En aquellos tiempos primordiales (antes de los dioses, y de los nombres conocidos), existió una raza tan antigua que incluso el tiempo parecía doblegarse ante ella, y se les conocía como: Los Dragones Blancos.

Estas no eran simples bestias ni criaturas nacidas de mitologías locales.

Eran colosos vivientes, forjados de energía pura y huesos de eternidad. Con un solo aliento, calcinaron mundos. Con un rugido, sacudieron los planos. Y con el batir de sus alas, arrasaron constelaciones enteras. Cada uno de ellos era una fortaleza consciente, un milagro en movimiento, nacido en el alba misma del multiverso.

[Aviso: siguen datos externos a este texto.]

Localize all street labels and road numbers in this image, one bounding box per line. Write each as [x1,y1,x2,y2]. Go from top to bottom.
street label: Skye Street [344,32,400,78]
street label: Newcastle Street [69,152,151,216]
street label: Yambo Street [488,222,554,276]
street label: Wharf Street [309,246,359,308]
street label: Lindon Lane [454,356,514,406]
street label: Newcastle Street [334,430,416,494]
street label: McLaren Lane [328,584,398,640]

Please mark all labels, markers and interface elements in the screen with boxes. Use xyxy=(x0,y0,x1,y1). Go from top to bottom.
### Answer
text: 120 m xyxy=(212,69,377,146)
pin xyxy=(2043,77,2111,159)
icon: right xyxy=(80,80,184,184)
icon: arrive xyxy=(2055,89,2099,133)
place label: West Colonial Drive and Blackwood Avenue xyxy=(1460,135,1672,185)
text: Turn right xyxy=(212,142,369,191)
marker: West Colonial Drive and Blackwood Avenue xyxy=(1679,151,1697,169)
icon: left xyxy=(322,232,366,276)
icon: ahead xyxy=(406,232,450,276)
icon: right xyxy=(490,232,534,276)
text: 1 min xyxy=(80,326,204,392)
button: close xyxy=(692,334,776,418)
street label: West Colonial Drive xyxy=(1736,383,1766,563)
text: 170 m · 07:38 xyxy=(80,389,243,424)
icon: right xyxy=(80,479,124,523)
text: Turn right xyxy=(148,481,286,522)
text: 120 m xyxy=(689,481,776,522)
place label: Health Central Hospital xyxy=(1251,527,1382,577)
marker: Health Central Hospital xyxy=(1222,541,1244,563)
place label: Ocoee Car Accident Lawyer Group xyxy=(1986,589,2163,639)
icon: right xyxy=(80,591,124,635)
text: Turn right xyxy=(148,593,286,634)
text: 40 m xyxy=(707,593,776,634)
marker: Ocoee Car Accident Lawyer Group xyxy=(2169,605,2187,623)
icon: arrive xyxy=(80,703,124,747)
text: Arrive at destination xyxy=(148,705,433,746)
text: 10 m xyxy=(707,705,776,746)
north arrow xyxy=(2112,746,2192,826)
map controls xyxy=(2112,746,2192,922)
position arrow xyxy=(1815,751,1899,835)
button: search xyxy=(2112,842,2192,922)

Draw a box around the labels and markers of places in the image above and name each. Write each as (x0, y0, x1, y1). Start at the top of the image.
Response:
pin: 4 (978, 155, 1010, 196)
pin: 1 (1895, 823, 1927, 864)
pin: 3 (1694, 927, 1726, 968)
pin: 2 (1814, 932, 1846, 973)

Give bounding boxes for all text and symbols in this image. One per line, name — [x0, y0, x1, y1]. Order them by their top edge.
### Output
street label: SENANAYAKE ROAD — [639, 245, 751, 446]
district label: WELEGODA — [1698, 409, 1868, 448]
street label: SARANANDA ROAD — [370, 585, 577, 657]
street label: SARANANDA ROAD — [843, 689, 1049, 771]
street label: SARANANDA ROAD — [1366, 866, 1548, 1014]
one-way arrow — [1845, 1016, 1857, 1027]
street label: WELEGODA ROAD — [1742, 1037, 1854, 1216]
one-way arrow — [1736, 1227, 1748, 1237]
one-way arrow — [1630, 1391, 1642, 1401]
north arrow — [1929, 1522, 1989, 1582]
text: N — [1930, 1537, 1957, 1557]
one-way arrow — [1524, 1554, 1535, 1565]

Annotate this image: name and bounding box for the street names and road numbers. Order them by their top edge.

Y lo que los hacía únicos (y también su perdición), era una energía que ardía en lo profundo de su carne. Una llama viva que danzaba en sus células, como si recordara el primer amanecer de la creación.

Esta energía, versátil y mutable, no solo les confería una fuerza física descomunal, sino también una inteligencia despierta, habilidades psiónicas ilimitadas y una longevidad que rozaba la eternidad. Por eso, no eran meros portadores de fuerza bruta: eran guardianes dimensionales, faros de equilibrio, y vestigios de un orden que jamás debió romperse. Pero incluso las leyendas proyectan sombras, y donde hay luz, siempre habrá ojos que la codicien.

Así llegaron los hambrientos: civilizaciones olvidadas, imperios devorados por su propia sed de poder, y entidades sin rostro ni nombre. Todos vinieron por la misma llama sagrada, creyendo que el fuego de los dragones era la clave para reescribir las leyes del universo.

Entonces, estalló una guerra como ninguna otra. No fue una guerra entre ejércitos ni de reinos. Fue una guerra de esencias, una lucha por el alma misma del multiverso. Los Dragones Blancos, aunque nobles y pacíficos por naturaleza, combatieron con la furia de los condenados.

Se alzaron en múltiples frentes, cruzaron planos que hoy yacen en ruinas, y enfrentaron la avaricia con todo lo que eran.

Vencieron, sí... Pero a un precio incalculable. Porque uno por uno fueron cayendo, y no por debilidad, sino por el peso de haberlo dado todo. Cada victoria traía consigo el eco de una extinción; cada batalla dejaba menos alas en el firmamento.

Y cuando la última llama de la guerra se apagó, los pocos sobrevivientes se ocultaron en los rincones más oscuros y olvidados de la existencia, allí donde ni siquiera el tiempo se atrevía a mirar. Se fundieron con las sombras, con el polvo entre dimensiones… y desaparecieron.

Con el paso de los eones, sus nombres fueron borrados de los códices, sus voces dejaron de resonar en los ecos astrales, y su historia, poco a poco, se convirtió en cenizas. Lo único que quedó de ellos, fue una leyenda susurrada por las estrellas más antiguas: que alguna vez, en la vasta eternidad, existieron dioses con forma de dragón… cuyos corazones brillaban con la misma luz que dio origen a toda la creación.